▸ **WHAT THIS TASK INVOLVES**
From the line with "position:relative; flex:1; overflow:hidden" through the line with "display:grid; place-items:center; width:88px;", inclusive, return each line of the data below exactly and leave the rest out.

=====

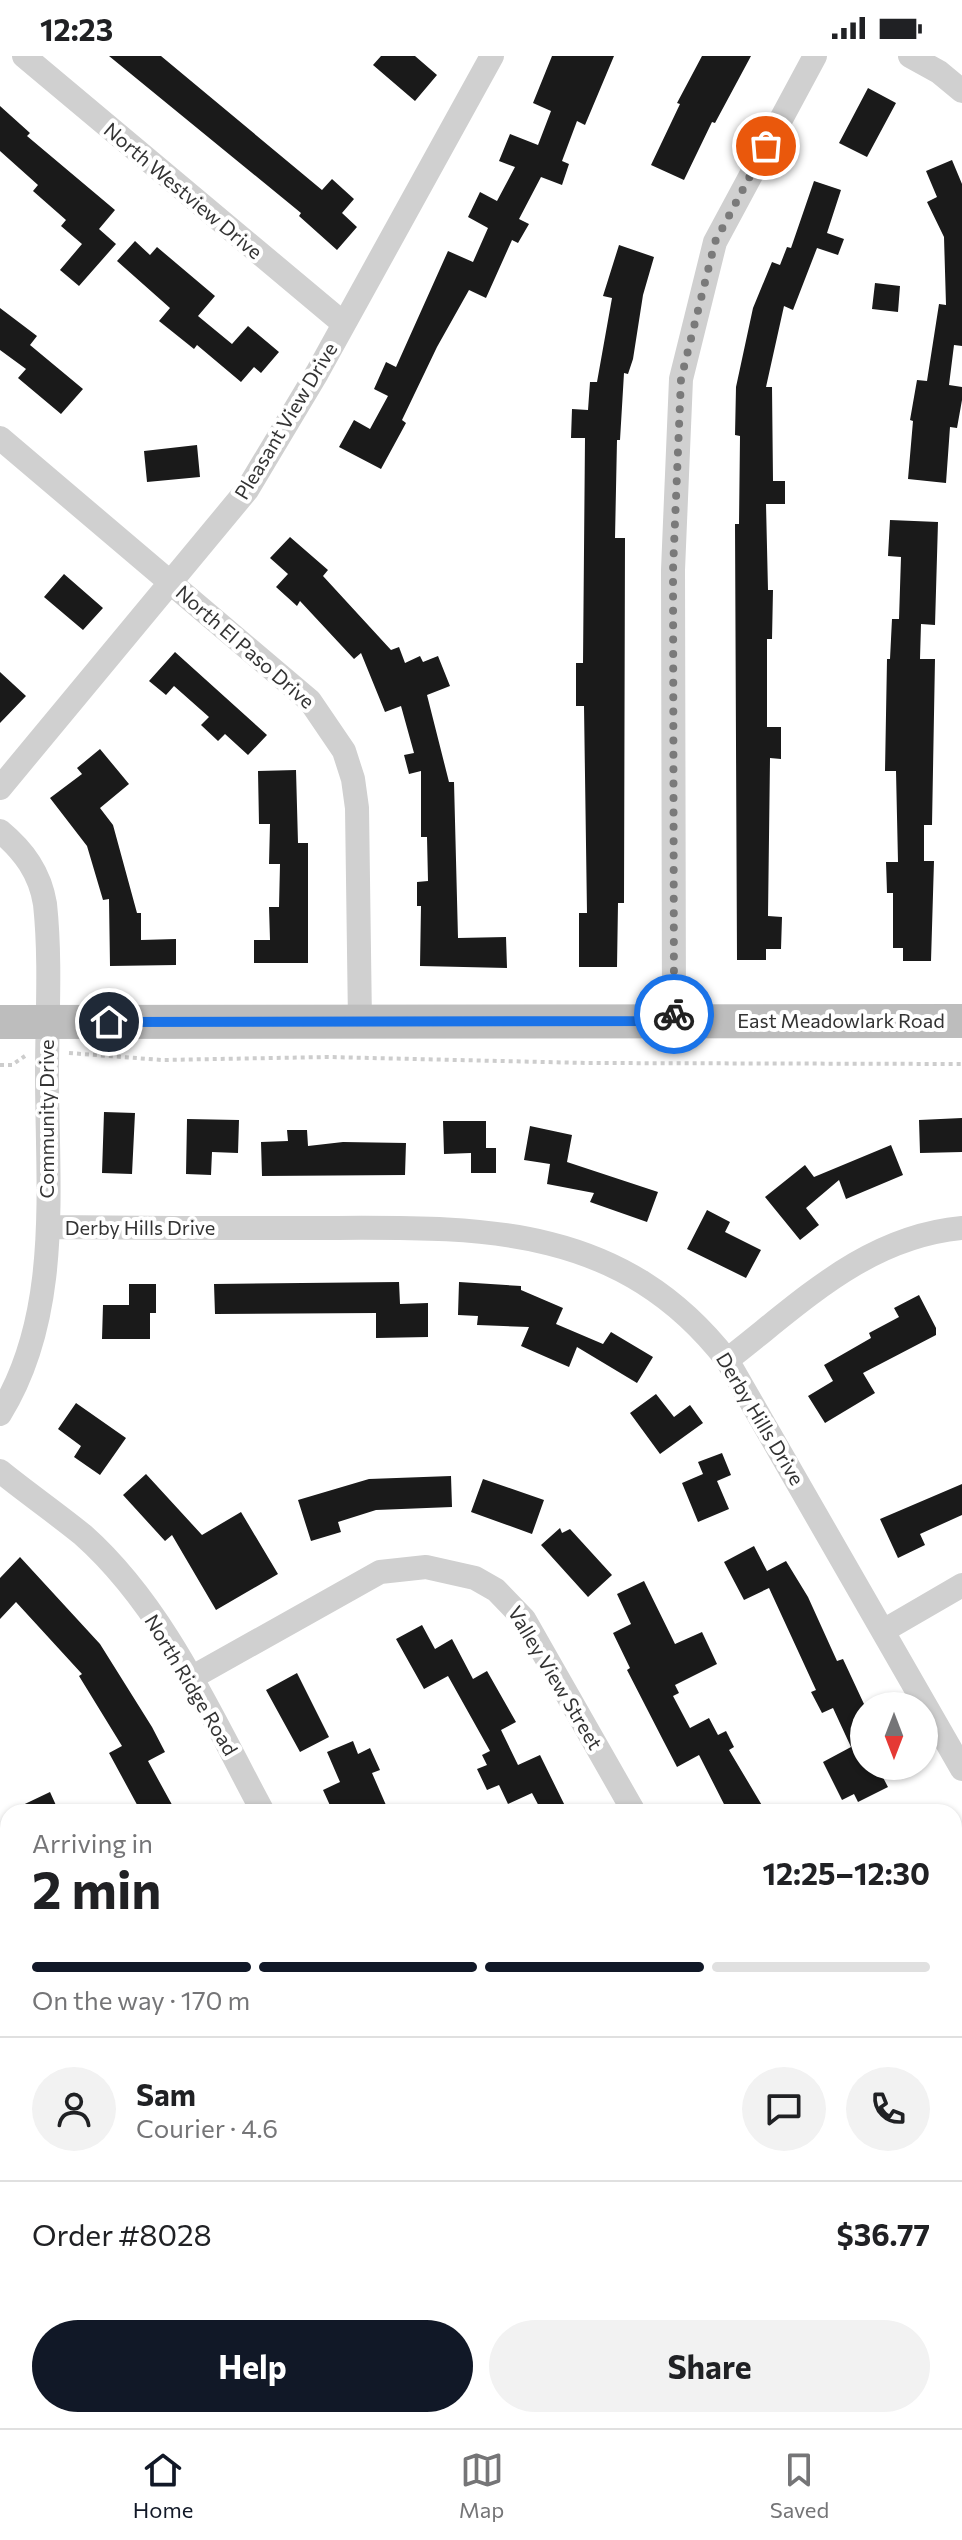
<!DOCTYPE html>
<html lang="en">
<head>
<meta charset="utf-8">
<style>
  body { margin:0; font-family:Commissioner,sans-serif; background:#f2f2f2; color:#202124; height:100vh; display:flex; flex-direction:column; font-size:30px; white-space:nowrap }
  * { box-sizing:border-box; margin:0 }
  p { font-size:26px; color:#757577 }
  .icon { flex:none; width:44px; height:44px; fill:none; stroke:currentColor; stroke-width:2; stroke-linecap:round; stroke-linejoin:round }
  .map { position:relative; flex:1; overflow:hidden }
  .panel { position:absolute; left:0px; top:1748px; width:962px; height:624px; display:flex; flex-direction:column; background:#fff; border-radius:24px 24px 0 0; box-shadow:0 2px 6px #0004 }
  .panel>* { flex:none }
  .needle { width:52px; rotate:180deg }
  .tools { position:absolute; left:850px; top:1636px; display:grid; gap:16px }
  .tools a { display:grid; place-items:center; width:88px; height:88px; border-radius:50%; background:#fff; box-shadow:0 2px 6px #0004; font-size:40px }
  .pin { position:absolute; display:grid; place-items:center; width:68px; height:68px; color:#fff; margin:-34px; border:4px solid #fff; border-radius:50%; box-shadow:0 2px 8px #0007 }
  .courier { position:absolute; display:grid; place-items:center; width:80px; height:80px; margin:-40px; border:6px solid #1a73e8; border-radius:50%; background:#fff; color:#222; box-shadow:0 2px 10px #0007 }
  .head em { font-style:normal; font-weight:700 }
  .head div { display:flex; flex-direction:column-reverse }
  .head { display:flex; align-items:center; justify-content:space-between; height:136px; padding:0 32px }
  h1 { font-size:52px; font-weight:700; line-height:60px }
  .bar { display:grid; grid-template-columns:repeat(4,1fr); gap:12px 8px; align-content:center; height:96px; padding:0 32px }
  .bar i { height:10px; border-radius:6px; background:#e0e0e0 }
  .bar .selected { background:#111827 }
  .bar p { grid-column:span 4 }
  .line { display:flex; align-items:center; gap:20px; padding:0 32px; border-top:2px solid #e0e0e0 }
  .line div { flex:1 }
  .round { display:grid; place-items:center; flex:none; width:84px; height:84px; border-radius:42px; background:#f2f2f2 }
  .action { display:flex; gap:16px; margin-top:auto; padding:16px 32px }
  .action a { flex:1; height:92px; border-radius:48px; background:#111827; color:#fff; font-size:32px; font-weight:700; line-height:92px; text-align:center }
  .action a+a { background:#f2f2f2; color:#202124 }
  .status { display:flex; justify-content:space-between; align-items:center; height:56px; padding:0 40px; background:#fff; direction:ltr }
  .status svg { height:22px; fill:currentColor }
  .tab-bar { display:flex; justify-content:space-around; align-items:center; height:112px; border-top:2px solid #e0e0e0; background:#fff; font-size:22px; color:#757577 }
  .tab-bar a { display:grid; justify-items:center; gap:4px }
  .tab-bar .selected { color:#111827 }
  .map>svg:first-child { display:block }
  .building { fill:#1a1a1a }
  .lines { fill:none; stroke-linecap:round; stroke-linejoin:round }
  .path { stroke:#cdcdcd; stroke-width:4; stroke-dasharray:4 4; stroke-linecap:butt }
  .minor { stroke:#d0d0d0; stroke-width:24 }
  .tertiary { stroke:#d0d0d0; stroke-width:30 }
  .secondary { stroke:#bdbdbd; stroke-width:34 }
  .done { stroke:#7a7a7a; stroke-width:8; stroke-dasharray:0 14.4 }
  .route { stroke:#1a73e8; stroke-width:10 }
  .labels { text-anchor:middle; stroke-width:8; stroke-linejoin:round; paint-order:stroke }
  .street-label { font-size:20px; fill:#333; stroke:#fff }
</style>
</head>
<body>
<div class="status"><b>12:23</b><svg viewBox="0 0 49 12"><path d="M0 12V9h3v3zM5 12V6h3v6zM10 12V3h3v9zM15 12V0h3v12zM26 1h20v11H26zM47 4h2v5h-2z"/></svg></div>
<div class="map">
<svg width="962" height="2372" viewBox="0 0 962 2372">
  <rect width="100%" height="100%" fill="#fff"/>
  <path class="building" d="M109,0h52l161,134 10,-11 22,20 -12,14 15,14 -20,23 -38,-34 2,-3z
    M381,0h34l22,19 -22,26 -42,-36z
    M552,0h62l-29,69 -8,-4 -15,40 7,3 -7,21 -21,-8 -22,42 10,5 -11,19 -6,-3 -26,58 -17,-8 -32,57 -35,73 4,3 -25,46 -42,-22 15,-27 16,9 18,-33 -14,-7 12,-27 10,5 52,-116 25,11 15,-34 -20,-11 12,-25 17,9 18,-34 -16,-6 11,-27 28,11 13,-34 -18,-8z
    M702,0h49l-36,67 -3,-1 -28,58 -33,-15 29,-61 -3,-1z
    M868,32l28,15 -29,54 -28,-14z
    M0,50l30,27 -3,3 88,74 -16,19 17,15 -37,42 -19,-16 22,-26 -21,-18 5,-6 -33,-29 5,-6 -38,-34z
    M952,104l10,24v162l-8,-1 -5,40 13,2v13l-5,28 -7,-1 -4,56 -38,-4 5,-58 -3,-1 7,-40 10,1 12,-77 7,1 -2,-68 -17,-35 10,-5 -11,-26z
    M814,125l27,9 -14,43 17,6 -6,16 -21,-7 -24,62 -9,-4 -18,81h6l1,94h12v23h-19l2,86h5l-1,49h-5v88h14v32l-11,-1 -2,158 14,1 -1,32h-15v11h-29l-2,-436h4l1,-88 -5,-1 1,-48 17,-79 19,-46 8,3 7,-18 4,1z
    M135,185l15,14 7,-8 58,49 -17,20 34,28 16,-18 31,26 -18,21 -7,-6 -13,15 -44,-37 -3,4 -35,-28 11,-13 -53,-47z
    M619,189l35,12 -11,38 -10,64 -5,15 -4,-1 -4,67h-3l-2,98h10l-1,365h-6l-1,64h-38v-54h8l-3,-207h-8v-43h7l2,-225h-14l1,-29 16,1 2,-28h7l15,-84 -9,-2z
    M875,227l25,3 -2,26 -26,-3z
    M0,252l37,28 -7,9 53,44 -22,25 -43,-36 8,-9 -26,-19z
    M197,389l3,32 -53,5 -3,-31z
    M890,464l48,2 -3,103 -14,-1 -1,35h15l-3,166h-8v36h10l-3,100h-28v-13h-10v-55h-6l-1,-31h12l-2,-91h-11l2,-112h3l2,-40h7l2,-62 -13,-1z
    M290,481l38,33 -5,6 68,74 8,-3 6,16 15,-7 3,6 15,-6 12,30 -23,9 22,87h5l4,156 48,-1 1,31 -87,-2 1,-60h-4v-24l11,-1 -1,-44h-6v-66l-12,3 -5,-19 10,-2 -13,-47 -16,6 -24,-59 -7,6 -54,-58 -3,5 -21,-19 12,-13 -18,-16z
    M64,518l39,34 -20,22 -39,-33z
    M175,596l92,83 -19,20 -23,-21 -7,7 -17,-16 8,-8 -35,-31 -8,9 -17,-14z
    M0,616l26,24 -26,27z
    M100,693l29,35 -29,24 13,17 24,88h4v27l35,-1v26l-66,1 -1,-67 -6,1 -16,-54 -37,-48 32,-24 -5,-6z
    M296,714l2,73h10v120h-54v-23h16l-1,-33h10l1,-43h-11l1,-40h-11l-1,-53z
    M104,1056l31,1 -3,61 -30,-1z
    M962,1062v34l-42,1 -1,-33z
    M187,1063l52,1 -1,33 -26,-1 -1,23 -25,-1z
    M443,1065h43v27h10v25h-25v-20l-27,1z
    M530,1070l42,9 -5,27 91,30 -11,30 -57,-20 4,-9 -47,-9 3,-20 -26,-4z
    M287,1074h20l1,16 35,-4 63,1 -1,32 -143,1 -1,-34 27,-1z
    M891,1089l12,30 -57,24 -7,-19 -33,28 13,17 -19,15 -35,-43 40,-32 9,12z
    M707,1154l23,12 -5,10 36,18 -15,28 -59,-29z
    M399,1226l1,22 28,-1v34l-52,1v-25l-161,1 -1,-30z
    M459,1226l62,4v4l42,18 -7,16 47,20 8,-12 42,25 -16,26 -60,-36 -8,20 -48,-21 8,-19 -52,-2 1,-9 -20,-1z
    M129,1228h27v29h-6v26h-48l1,-34h26z
    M919,1239l17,33v7l-73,38 12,20 -50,30 -17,-27 25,-15 -9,-16 47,-27 -2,-5 30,-16 -5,-9z
    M656,1338l18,23 16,-12 13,18 -43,31 -30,-41z
    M76,1347l50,35 -26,37 -26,-18 7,-11 -23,-17z
    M722,1397l9,22 -14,6 12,28 -31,13 -16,-39 21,-9 -5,-12z
    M146,1418l56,61 39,-23 37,62 -62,36 -44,-75 -7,6 -42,-46z
    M451,1420l1,31 -76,3 -38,12 3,10 -30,9 -13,-41 71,-21z
    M483,1423l61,21 -12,34 -61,-22z
    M962,1428v31l-42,19 5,11 -27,13 -18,-39z
    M560,1472l2,5 8,-4 42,46 -24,22 -47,-52z
    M754,1490l13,25 19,-10 22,36 29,64 6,-2 21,45v62h13l11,21 -30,15 -4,-8 -12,6 -19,-38 28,-15 -18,-39 -11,5 -11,-21 5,-2 -47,-102 -25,12 -20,-38z
    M20,1501l80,87 52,83 13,25 -17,9 28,51h-35l-32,-59 13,-7 -43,-70 3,-2 -66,-72 -16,17v-41z
    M644,1525l31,63 27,-12 15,32 -42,21 4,8 -6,3 17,32 19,-10 9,17 8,-4 8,16 -5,3 37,62h-38l-29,-57 -22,12 -13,-25 -37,-72 3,-2 -17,-35 18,-9 -14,-30z
    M422,1569l13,24 17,-10 21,40 14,-8 29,51 -15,8 17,35 22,-10 28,57h-26l-10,-19 -24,11 -9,-19 -12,5 -10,-21 10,-4 -5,-10 8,-4 -42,-75 -24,13 -28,-50z
    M297,1617l32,64 -29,15 -34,-62z
    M353,1685l5,13 12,-6 10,22 -8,3 17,39h-56l-10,-22 17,-8 -13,-30z
    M50,1736l9,20h-51z"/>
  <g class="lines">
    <path class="path" d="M69,997l93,7 166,-3 259,6 375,1
      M0,1009h12l13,-9"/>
    <path class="minor" d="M24,0l320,268
      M910,0l29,16 23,19
      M0,382l310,263 34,50 9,28 4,29 3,214
      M0,732l247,-298 70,-117 175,-317
      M0,775c24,20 40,42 45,73 6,56 2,115 2,171 0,113 15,239 -47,339
      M674,965l-1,-451 8,-191 34,-137 100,-186
      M48,1171c85,1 169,1 254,1 164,0 313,-12 425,132l235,409
      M727,1304c74,-57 138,-123 235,-132
      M0,1415c27,22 56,42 83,64 82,73 129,183 180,277
      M883,1575l79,-46
      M191,1622l189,-106 46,-5 49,11 21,12 28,29 110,193
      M0,2090h8
      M954,2111l8,-3"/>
    <path class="tertiary" d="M0,1934l8,27
      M0,2372l8,-25"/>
    <path class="secondary" d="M0,966l962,-1"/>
  </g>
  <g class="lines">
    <path class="done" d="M674,958l-1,-444 8,-191 34,-137 51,-96"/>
    <path class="route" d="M109,966l565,-1v-7"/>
  </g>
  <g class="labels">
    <g class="street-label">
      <text transform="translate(183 135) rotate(40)" y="7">North Westview Drive</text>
      <text transform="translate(286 365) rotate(-59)" y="7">Pleasant View Drive</text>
      <text transform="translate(245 591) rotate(41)" y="7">North El Paso Drive</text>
      <text x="841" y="972">East Meadowlark Road</text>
      <text transform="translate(47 1063) rotate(-90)" y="7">Community Drive</text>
      <text x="140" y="1179">Derby Hills Drive</text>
      <text transform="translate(760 1363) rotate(59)" y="7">Derby Hills Drive</text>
      <text transform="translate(555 1622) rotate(59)" y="7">Valley View Street</text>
      <text transform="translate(191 1629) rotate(59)" y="7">North Ridge Road</text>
    </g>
  </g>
</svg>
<div class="tools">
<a><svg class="needle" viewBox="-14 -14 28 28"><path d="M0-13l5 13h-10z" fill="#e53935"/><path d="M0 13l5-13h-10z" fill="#757577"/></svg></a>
</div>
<div class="pin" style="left:766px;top:90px;background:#ea580c"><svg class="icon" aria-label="bag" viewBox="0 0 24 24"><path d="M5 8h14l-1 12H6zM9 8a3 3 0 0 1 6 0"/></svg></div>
<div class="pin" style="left:109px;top:966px;background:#1f2937"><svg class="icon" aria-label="home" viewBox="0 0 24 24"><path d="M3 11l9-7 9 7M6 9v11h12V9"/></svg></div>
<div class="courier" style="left:674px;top:958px"><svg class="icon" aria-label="bike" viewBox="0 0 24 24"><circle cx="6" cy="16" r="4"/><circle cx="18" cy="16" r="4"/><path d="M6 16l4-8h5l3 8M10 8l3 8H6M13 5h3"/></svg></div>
<section class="panel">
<div class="head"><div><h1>2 min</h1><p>Arriving in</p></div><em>12:25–12:30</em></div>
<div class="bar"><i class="selected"></i><i class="selected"></i><i class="selected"></i><i></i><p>On the way · 170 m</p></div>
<div class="line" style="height:144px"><a class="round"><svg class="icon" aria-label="person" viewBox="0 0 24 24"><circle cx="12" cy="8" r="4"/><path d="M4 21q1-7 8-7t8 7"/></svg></a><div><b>Sam</b><p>Courier · 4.6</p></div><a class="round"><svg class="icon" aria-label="chat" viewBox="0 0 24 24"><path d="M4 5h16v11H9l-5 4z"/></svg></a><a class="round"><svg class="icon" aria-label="phone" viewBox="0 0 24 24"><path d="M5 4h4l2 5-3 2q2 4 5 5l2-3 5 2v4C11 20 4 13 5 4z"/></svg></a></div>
<div class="line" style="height:104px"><div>Order #8028</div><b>$36.77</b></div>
<div class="action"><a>Help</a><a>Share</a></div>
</section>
</div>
<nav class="tab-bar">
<a class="selected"><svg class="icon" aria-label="home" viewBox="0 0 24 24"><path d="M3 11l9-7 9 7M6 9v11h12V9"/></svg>Home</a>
<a><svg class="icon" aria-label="map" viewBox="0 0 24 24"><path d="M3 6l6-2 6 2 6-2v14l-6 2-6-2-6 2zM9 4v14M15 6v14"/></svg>Map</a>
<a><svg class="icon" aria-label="saved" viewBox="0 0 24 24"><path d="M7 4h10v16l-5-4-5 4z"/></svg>Saved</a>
</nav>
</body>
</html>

=====

▸ **YOUR SOLUTION**
  .map { position:relative; flex:1; overflow:hidden }
  .panel { position:absolute; left:0px; top:1748px; width:962px; height:624px; display:flex; flex-direction:column; background:#fff; border-radius:24px 24px 0 0; box-shadow:0 2px 6px #0004 }
  .panel>* { flex:none }
  .needle { width:52px; rotate:180deg }
  .tools { position:absolute; left:850px; top:1636px; display:grid; gap:16px }
  .tools a { display:grid; place-items:center; width:88px; height:88px; border-radius:50%; background:#fff; box-shadow:0 2px 6px #0004; font-size:40px }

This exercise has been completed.